Auch die größte Volkswirtschaft der PIGGS-Staaten, Italien, ist bereits das dritte Quartal hintereinander in der Rezession (- 0,5%, - 1,4%, - 2,5%) und Spanien das zweite Quartal (- 0,4%, - 1,0%).

Während diese Staaten gezwungen werden, die öffentlichen Ausgaben zu kürzen, steigt gleichzeitig die Zinslast der „Krisenstaaten“, wie auch ihre „Ratings“ und Bewertungen durch die Glaskugelleser der Börsen und Rating-Agenturen schlechter werden, was dann wieder zu neuen Pleiten, neuen Schulden führt.

Profiteur dieser Entwicklung bleibt der BRD-Imperialismus. Auch wenn die Exporte nach Portugal ( -14,3%), Spanien (-9,4%), Griechenland (- 9,2%) und Italien (-8,2%) im letzten Quartal deutlich zurück gegangen sind, gelang es dem Exportkapital, diese Verluste an anderen Märkten (Japan, USA, Russland) wieder auszugleichen.
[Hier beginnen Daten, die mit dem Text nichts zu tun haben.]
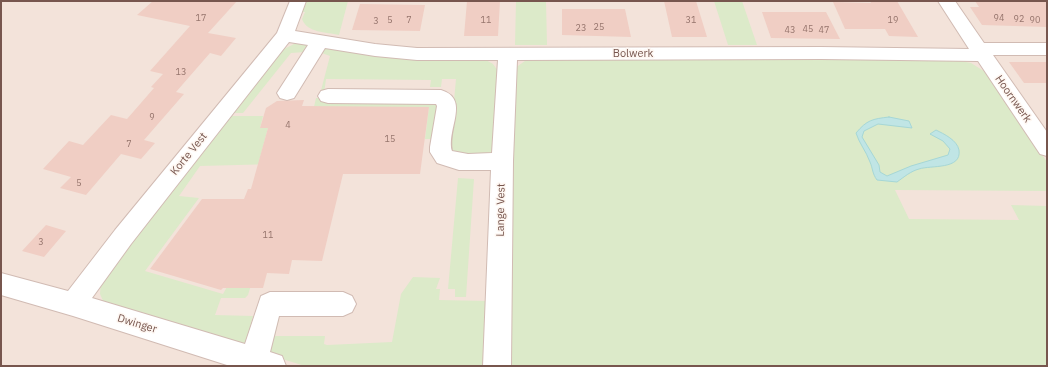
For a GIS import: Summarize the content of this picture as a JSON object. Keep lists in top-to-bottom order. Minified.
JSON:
{"streets":{"street":["Bolwerk","Hoornwerk","Korte Vest","Lange Vest","Dwinger"]},"crossings":[["Bolwerk","Hoornwerk"],["Bolwerk","Korte Vest"],["Bolwerk","Lange Vest"],["Korte Vest","Dwinger"]],"house_numbers":["17","94","92","5","7","11","31","19","90","3","25","23","45","43","47","13","9","4","15","7","5","11","3"]}
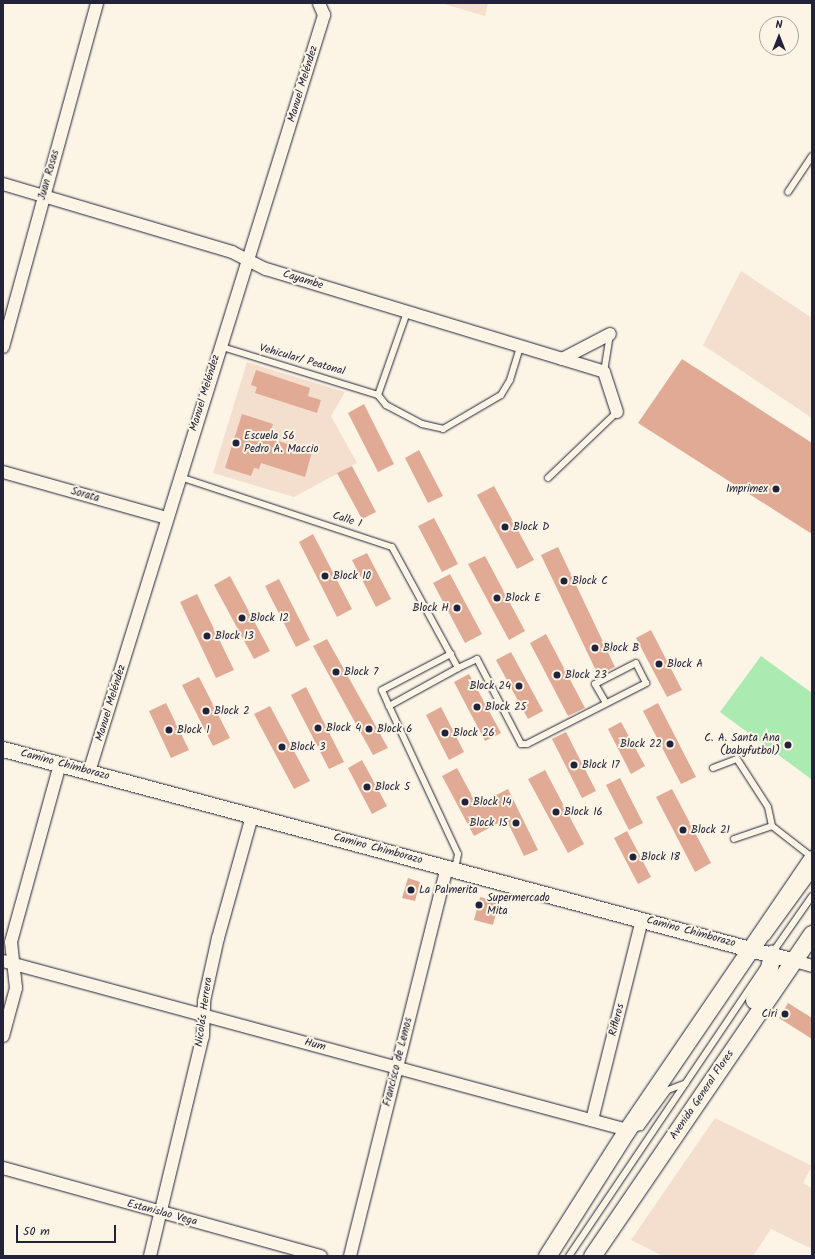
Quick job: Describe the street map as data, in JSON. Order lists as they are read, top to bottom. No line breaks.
{"streets":{"main road":["Avenida General Flores"],"street":["Manuel Meléndez","Juan Rosas","Cayambe","Sorata","Camino Chimborazo","Nicolás Herrera","Rifleros","Hum","Francisco de Lemos","Estanislao Vega"],"lane":["Vehicular/ Peatonal","Calle 1"]},"crossings":[["Manuel Meléndez","Cayambe"],["Manuel Meléndez","Vehicular/ Peatonal"],["Manuel Meléndez","Sorata"],["Manuel Meléndez","Calle 1"],["Manuel Meléndez","Camino Chimborazo"],["Juan Rosas","Cayambe"],["Cayambe","Vehicular/ Peatonal"],["Camino Chimborazo","Nicolás Herrera"],["Camino Chimborazo","Rifleros"],["Camino Chimborazo","Francisco de Lemos"],["Camino Chimborazo","Avenida General Flores"],["Nicolás Herrera","Hum"],["Nicolás Herrera","Estanislao Vega"],["Rifleros","Hum"],["Hum","Francisco de Lemos"],["Hum","Avenida General Flores"]],"places":["Escuela 56 Pedro A. Maccio","Imprimex","Block D","Block 10","Block C","Block E","Block H","Block 12","Block 13","Block B","Block A","Block 7","Block 23","Block 24","Block 25","Block 2","Block 4","Block 6","Block 1","Block 26","Block 22","C. A. Santa Ana (babyfutbol)","Block 3","Block 17","Block 5","Block 14","Block 16","Block 15","Block 21","Block 18","La Palmerita","Supermercado Mita","Ciri"],"scale_bar":"50 m","north":"top"}
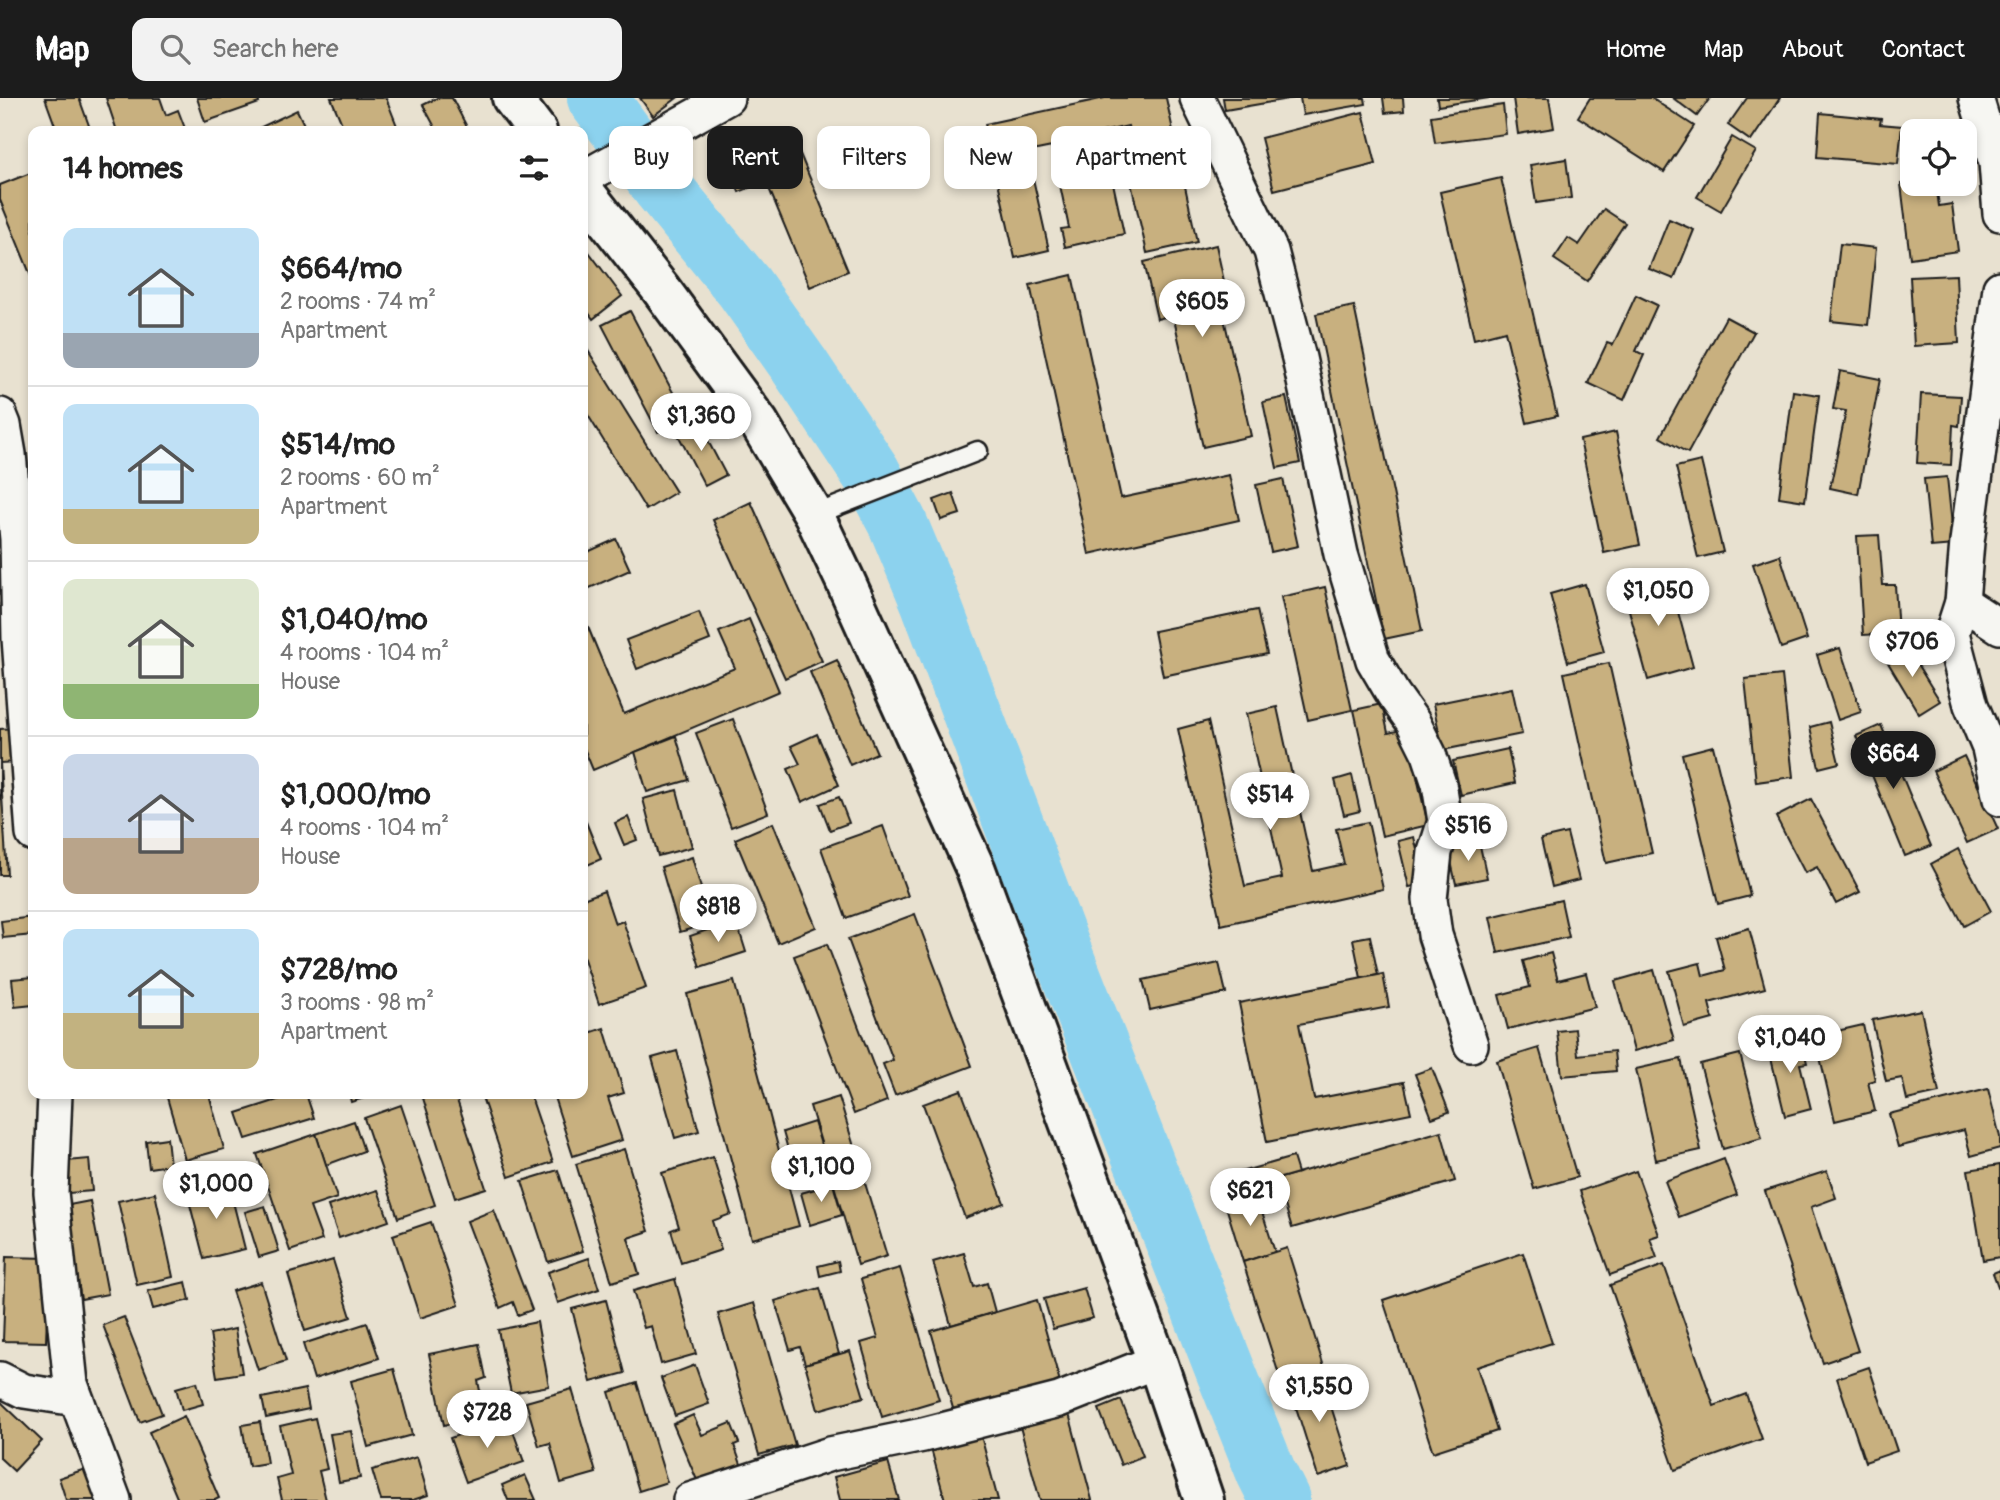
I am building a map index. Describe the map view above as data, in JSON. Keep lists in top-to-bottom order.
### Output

Die aktuelle Vabanque-Situation des Euro-Raumes will das BRD-Kapital möglichst lange ausnutzen - für die eigene Vormachtstellung, für die Schwächung der Konkurrenz und zur Durchsetzung der politischen-administrativen Kontrolle des Euro-Raumes gemäß den eigenen Interessen. Die Instrumente des ESM stellen dabei kurzfristige Maßnahmen dar, sie dienen letztlich der Aufrechterhaltung des Status quo. Die Ausbreitung und Verschärfung der Rezession im Euro-Raum bedroht letztlich aber auch den Hegemon BRD selbst. Zum einen wird ein fortschreitender Abschwung auch die Exportprofite schmälern, zum anderen droht ein verschärfter politischer Machtkampf mit den konkurrierenden imperialistischen Staaten Frankreich, Großbritannien, Italien und Spanien.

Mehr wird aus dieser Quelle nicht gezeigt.